What is needed
If a line in the records below contains the word "grid", copy it out.

+++

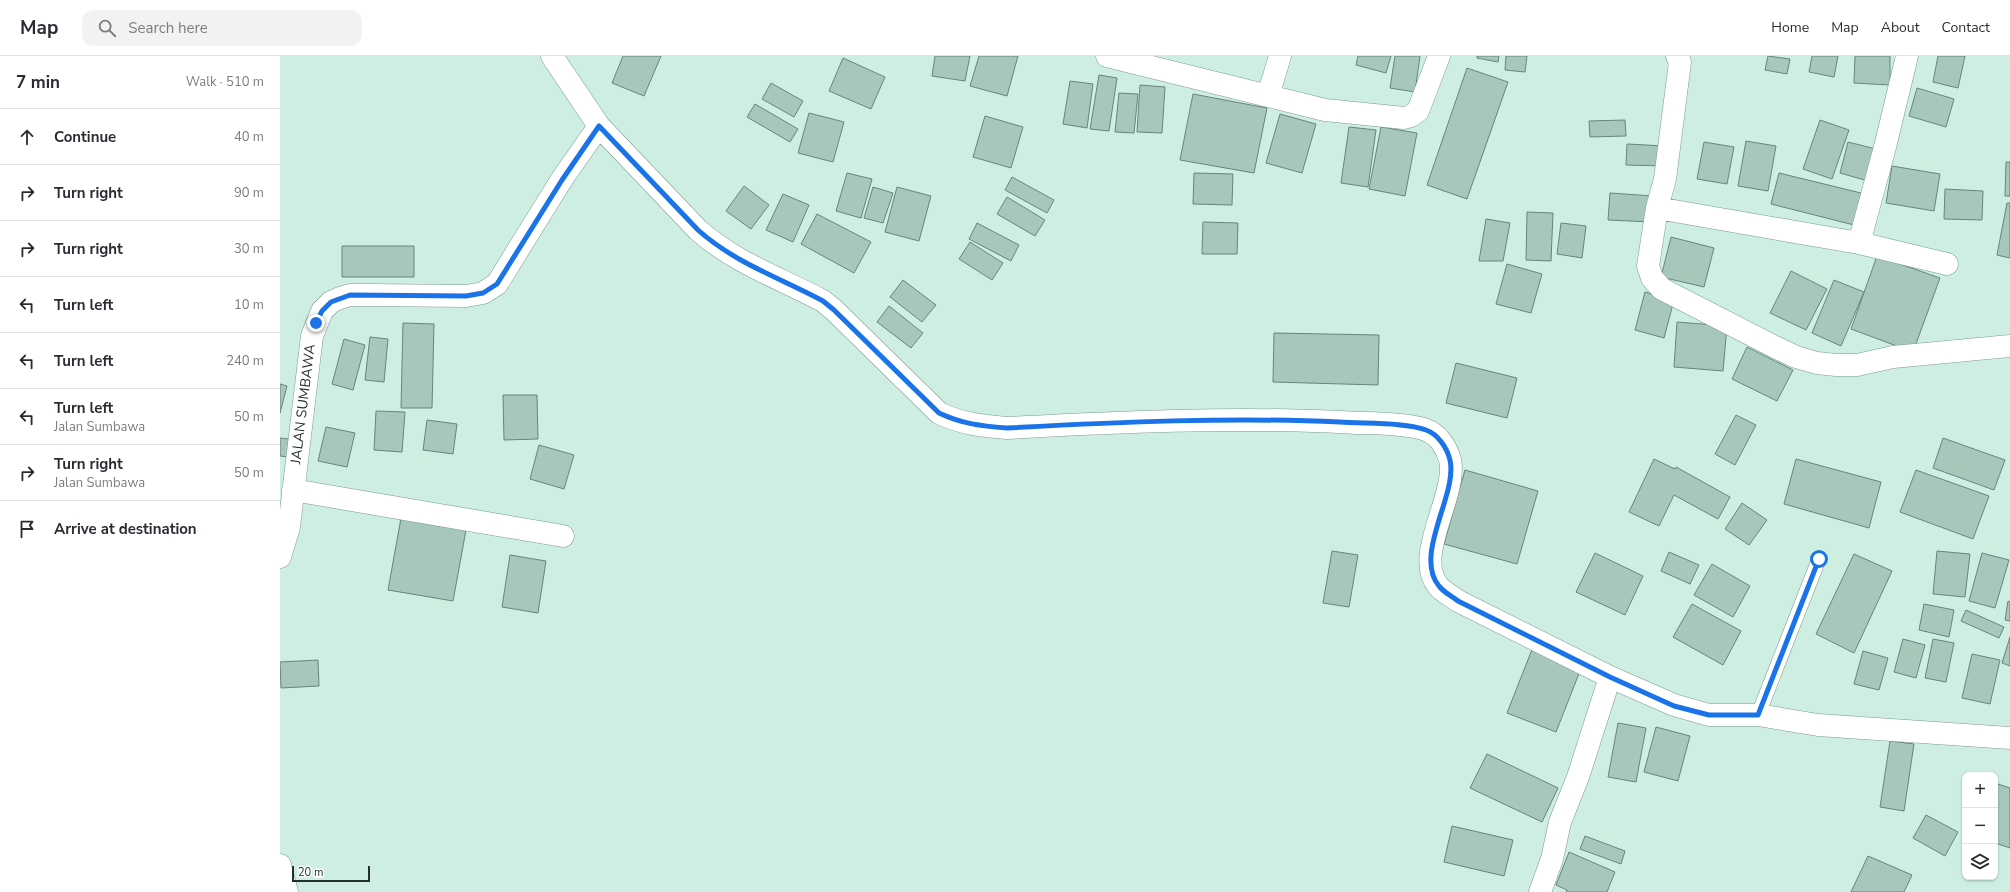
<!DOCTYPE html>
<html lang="en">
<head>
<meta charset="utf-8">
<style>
	body { margin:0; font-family:"Nunito Sans",sans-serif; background:#f2f2f3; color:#2b2b33 }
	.controls { position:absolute; right:12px; bottom:12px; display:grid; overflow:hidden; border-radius:8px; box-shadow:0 1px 3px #0004 }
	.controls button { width:36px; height:36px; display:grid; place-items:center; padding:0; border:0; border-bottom:1px solid #e1e1e2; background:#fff; color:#2b2b33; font:20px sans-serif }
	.scale { position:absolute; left:12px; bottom:10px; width:78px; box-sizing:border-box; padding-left:4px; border:2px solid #23302b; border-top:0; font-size:11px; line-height:14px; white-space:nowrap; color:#23302b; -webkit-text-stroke:3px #fff; paint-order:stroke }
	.stop { position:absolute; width:12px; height:12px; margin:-9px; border:3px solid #1a73e8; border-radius:50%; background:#fff }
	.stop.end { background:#1a73e8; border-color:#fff; box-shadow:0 1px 4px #0008 }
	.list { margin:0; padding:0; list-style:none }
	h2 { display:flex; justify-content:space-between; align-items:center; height:52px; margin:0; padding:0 16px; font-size:17px }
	h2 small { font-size:13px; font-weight:400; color:#7c7c81 }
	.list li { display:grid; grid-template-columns:26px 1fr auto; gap:12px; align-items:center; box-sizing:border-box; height:56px; padding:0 16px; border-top:1px solid #e1e1e2 }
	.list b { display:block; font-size:15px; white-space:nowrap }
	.list p { margin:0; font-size:13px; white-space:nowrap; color:#7c7c81 }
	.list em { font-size:13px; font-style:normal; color:#7c7c81 }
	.icon { flex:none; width:22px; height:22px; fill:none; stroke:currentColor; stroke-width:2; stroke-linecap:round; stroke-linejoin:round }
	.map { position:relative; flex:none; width:1730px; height:836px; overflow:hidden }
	header { display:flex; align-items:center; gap:24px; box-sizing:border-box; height:56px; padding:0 20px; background:#fff; border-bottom:1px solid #e1e1e2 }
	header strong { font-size:19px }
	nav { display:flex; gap:22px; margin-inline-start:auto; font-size:14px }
	.search { width:280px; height:36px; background:#f2f2f3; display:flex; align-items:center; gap:10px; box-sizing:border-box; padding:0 14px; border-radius:12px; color:#7c7c81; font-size:15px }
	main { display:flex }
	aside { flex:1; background:#fff }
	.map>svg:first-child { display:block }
	.building { fill:#a7c7bb; stroke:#67857a }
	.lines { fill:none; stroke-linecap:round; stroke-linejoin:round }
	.service-casing { stroke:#7c9b8f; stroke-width:15 }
	.minor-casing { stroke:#7c9b8f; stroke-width:23 }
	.service { stroke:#fff; stroke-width:14 }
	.minor { stroke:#fff; stroke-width:22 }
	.route { stroke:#1a73e8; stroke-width:5 }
	.labels { text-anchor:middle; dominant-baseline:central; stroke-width:4; stroke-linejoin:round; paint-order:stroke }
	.street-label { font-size:14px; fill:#23302b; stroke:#fff }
</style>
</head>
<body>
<header>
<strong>Map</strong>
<div class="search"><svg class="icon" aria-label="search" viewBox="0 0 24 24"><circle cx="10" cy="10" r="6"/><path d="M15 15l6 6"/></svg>Search here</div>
<nav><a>Home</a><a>Map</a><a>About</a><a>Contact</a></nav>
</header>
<main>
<aside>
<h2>7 min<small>Walk · 510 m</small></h2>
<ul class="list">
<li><svg class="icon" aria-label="ahead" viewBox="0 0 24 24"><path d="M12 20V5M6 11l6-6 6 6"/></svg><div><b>Continue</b></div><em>40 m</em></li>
<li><svg class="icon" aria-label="right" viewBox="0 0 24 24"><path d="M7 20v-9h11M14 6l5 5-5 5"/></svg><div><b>Turn right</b></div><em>90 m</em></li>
<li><svg class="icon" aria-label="right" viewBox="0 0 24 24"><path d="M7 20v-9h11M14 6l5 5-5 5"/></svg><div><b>Turn right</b></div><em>30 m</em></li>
<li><svg class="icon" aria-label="left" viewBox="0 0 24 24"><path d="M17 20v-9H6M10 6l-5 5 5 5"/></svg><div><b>Turn left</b></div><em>10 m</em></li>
<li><svg class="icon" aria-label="left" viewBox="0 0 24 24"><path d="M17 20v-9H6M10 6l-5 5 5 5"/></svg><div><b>Turn left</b></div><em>240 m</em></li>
<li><svg class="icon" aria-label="left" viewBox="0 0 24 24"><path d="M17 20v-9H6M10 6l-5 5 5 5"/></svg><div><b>Turn left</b><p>Jalan Sumbawa</p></div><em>50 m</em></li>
<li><svg class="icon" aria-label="right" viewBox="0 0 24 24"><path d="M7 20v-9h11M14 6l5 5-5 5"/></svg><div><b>Turn right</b><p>Jalan Sumbawa</p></div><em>50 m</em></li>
<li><svg class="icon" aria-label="arrive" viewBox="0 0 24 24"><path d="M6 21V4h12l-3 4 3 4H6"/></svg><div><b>Arrive at destination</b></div></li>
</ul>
</aside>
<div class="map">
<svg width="1730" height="836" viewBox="0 0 1730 836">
	<rect width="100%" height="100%" fill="#cdeee1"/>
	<path class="building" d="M343,0H381L364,40L332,27Z
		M655,0H690L685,25L652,20Z
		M699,0H738L727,40L690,30Z
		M1078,0H1111L1106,17L1076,9Z
		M1115,0H1140L1135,36L1110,32Z
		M1197,0H1219L1218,6L1197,2Z
		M1226,0H1247L1245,16L1225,14Z
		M1488,0L1510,3L1507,18L1485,14Z
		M1532,0H1558L1554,21L1529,16Z
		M1575,0H1610V29L1574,27Z
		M1658,0H1685L1678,32L1653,26Z
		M563,2L605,21L591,53L549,35Z
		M1187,12L1228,26L1187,143L1147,129Z
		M819,19L837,22L829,75L810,73Z
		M790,25L813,28L807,72L783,68Z
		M491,27L523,45L514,61L482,43Z
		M860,29L885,31L882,77L857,76Z
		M1637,32L1674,43L1666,71L1629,60Z
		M839,37L858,38L854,77L835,76Z
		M913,38L987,52L974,117L900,104Z
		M475,48L518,73L510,86L467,61Z
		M529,57L564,66L553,106L518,97Z
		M1000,58L1036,68L1022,117L986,107Z
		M705,60L743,71L731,112L693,101Z
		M1345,64L1346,80L1310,81L1309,65Z
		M1540,64L1569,74L1552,123L1523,113Z
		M1069,71L1096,74L1088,131L1061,127Z
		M1101,71L1137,77L1125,140L1089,133Z
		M1466,85L1496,90L1488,135L1458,130Z
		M1424,86L1454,91L1447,128L1417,123Z
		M1568,86L1604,95L1595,127L1560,117Z
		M1347,88L1385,90L1384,110L1346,109Z
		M1726,106H1730V140H1725Z
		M1612,110L1660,118L1654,155L1606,147Z
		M567,117L592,123L581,162L556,155Z
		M914,117L953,118L952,149L913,148Z
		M1499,117L1581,137L1574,169L1491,148Z
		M732,121L774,144L767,157L725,134Z
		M464,130L489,149L471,173L446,155Z
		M593,131L613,137L603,167L584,162Z
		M617,131L651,140L639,185L605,176Z
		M1665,133L1703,135L1702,164L1664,163Z
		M1330,137L1373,140L1371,166L1328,164Z
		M503,138L529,149L513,186L486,174Z
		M727,141L765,164L755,180L717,158Z
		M1727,147H1730V202L1717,199Z
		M1247,156L1273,157L1271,205L1246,204Z
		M537,158L591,186L574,217L521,188Z
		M1206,163L1230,167L1223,205H1199Z
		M923,166L958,167L957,198H922Z
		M697,167L739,189L731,205L689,183Z
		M1281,167L1306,170L1302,202L1277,198Z
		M1391,181L1434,192L1424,231L1381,221Z
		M690,186L723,207L712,224L679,203Z
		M62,190H134V221H62Z
		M1597,200L1660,222L1633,296L1571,273Z
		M1227,208L1262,218L1251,257L1216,248Z
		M1511,215L1547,233L1526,274L1490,257Z
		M623,224L656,249L642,266L610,241Z
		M1554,224L1584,236L1561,290L1532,277Z
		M1365,236L1394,244L1384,282L1355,274Z
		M609,250L643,277L631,292L597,266Z
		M1397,266L1447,270L1443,315L1394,311Z
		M123,267L154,268L152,352H121Z
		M994,277L1099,279L1098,329L993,326Z
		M90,281L108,283L104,326L85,324Z
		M64,283L85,289L73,334L52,328Z
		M1467,291L1513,314L1497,345L1452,323Z
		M1176,307L1237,322L1227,362L1166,347Z
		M0,328L7,330L0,357Z
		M223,339H257L258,383L224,384Z
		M96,355L125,356L122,396L94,394Z
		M1456,359L1476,369L1455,409L1435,398Z
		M147,364L177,368L173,398L143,394Z
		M46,371L75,377L67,411L38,405Z
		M0,382L10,383L9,401L0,400Z
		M1663,382L1725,404L1714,434L1653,412Z
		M259,389L294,399L284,433L250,423Z
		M1374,403L1395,413L1396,411L1450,441L1438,463L1394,439L1379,470L1349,456Z
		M1516,403L1601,426L1589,472L1504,448Z
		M1185,414L1258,435L1237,508L1164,488Z
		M1636,414L1709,440L1693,483L1620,456Z
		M1462,447L1487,464L1469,489L1445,473Z
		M121,462L186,474L173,545L108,534Z
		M1052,495L1078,499L1069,551L1043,547Z
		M1657,495L1690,498L1685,541L1653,538Z
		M1389,496L1419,509L1410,528L1381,515Z
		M1315,497L1363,520L1345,559L1296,536Z
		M1702,497L1729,504L1715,552L1689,545Z
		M1574,498L1612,515L1574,597L1536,578Z
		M230,499L266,505L258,557L222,551Z
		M1432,508L1470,530L1453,561L1414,539Z
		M1728,545L1730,546V565L1725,564Z
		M1412,548L1461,575L1443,609L1393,581Z
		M1644,548L1674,554L1669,581L1639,574Z
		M1686,554L1724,571L1719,582L1681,565Z
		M1730,581V610L1722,607Z
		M1623,583L1645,589L1636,622L1614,616Z
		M1653,583L1674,587L1666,626L1645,622Z
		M1253,591L1302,610L1276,676L1227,657Z
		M1583,595L1608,602L1599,634L1574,628Z
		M1692,598L1720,604L1710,648L1682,642Z
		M38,604L39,630L1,632L0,606Z
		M1338,667L1366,672L1356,726L1328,721Z
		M1376,671L1410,680L1398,725L1364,716Z
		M1610,685L1634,688L1624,755L1600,751Z
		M1207,698L1278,732L1262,766L1190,732Z
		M1715,727L1730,732V792L1715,787Z
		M1646,759L1678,776L1665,800L1633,782Z
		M1172,770L1233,784L1224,820L1164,806Z
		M1305,780L1345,795L1341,808L1300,793Z
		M1289,796L1335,816L1327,836H1286L1287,834L1276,829Z
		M1588,800L1632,819L1624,836H1571Z"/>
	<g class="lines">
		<g class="service-casing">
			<path id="service" d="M1478,659L1539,503"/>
		</g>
		<g class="minor-casing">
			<path id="minor" d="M272,0L319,70L418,174C455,207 500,222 543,245L554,254L659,357C682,368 702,370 727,372C837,366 949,361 1060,366C1082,368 1126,366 1146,374C1158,378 1167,392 1170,404C1178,438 1133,499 1158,530C1163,536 1172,540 1178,545L1330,621L1394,649L1429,659H1478L1538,669L1730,682
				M827,0L1045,54L1124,62L1131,60L1138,55L1159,0
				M1397,0L1400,6L1385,123L1377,152L1368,210L1372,222L1382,233L1495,291L1516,301L1537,307L1556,309H1577L1613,301L1730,290
				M988,40L1000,0
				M1377,152L1579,187L1667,208
				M1579,187L1605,91L1627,0
				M13,434L283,480
				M0,501L9,471L32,280L42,255L51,246L60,242L70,239H92L186,240L203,237L217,228L282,123L319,70
				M0,809L7,836
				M1260,836L1272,803L1280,766L1298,721L1330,621"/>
		</g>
		<use href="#service" class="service"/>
		<use href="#minor" class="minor"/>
	</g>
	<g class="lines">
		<path class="route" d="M36,267L42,255L51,246L70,239L186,240L203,237L217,228L282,124L319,70L418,174C455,207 500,222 543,245L554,254L659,357C682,368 702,370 727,372C837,366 949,361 1060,366C1082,368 1126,366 1146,374C1158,378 1167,392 1170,404C1178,438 1133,499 1159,530C1163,536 1172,540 1178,545L1330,621L1394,650L1429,659H1478L1539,503"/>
	</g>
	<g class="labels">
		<g class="street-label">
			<text transform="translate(23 348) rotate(-83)">JALAN SUMBAWA</text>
		</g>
	</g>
</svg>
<div class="controls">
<button>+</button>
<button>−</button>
<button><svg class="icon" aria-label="layers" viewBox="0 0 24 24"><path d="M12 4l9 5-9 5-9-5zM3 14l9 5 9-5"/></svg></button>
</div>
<div class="scale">20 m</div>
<div class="stop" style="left:1539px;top:503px"></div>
<div class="stop end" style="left:36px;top:267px"></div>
</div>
</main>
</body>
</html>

+++

Written answer
	.controls { position:absolute; right:12px; bottom:12px; display:grid; overflow:hidden; border-radius:8px; box-shadow:0 1px 3px #0004 }
	.controls button { width:36px; height:36px; display:grid; place-items:center; padding:0; border:0; border-bottom:1px solid #e1e1e2; background:#fff; color:#2b2b33; font:20px sans-serif }
	.list li { display:grid; grid-template-columns:26px 1fr auto; gap:12px; align-items:center; box-sizing:border-box; height:56px; padding:0 16px; border-top:1px solid #e1e1e2 }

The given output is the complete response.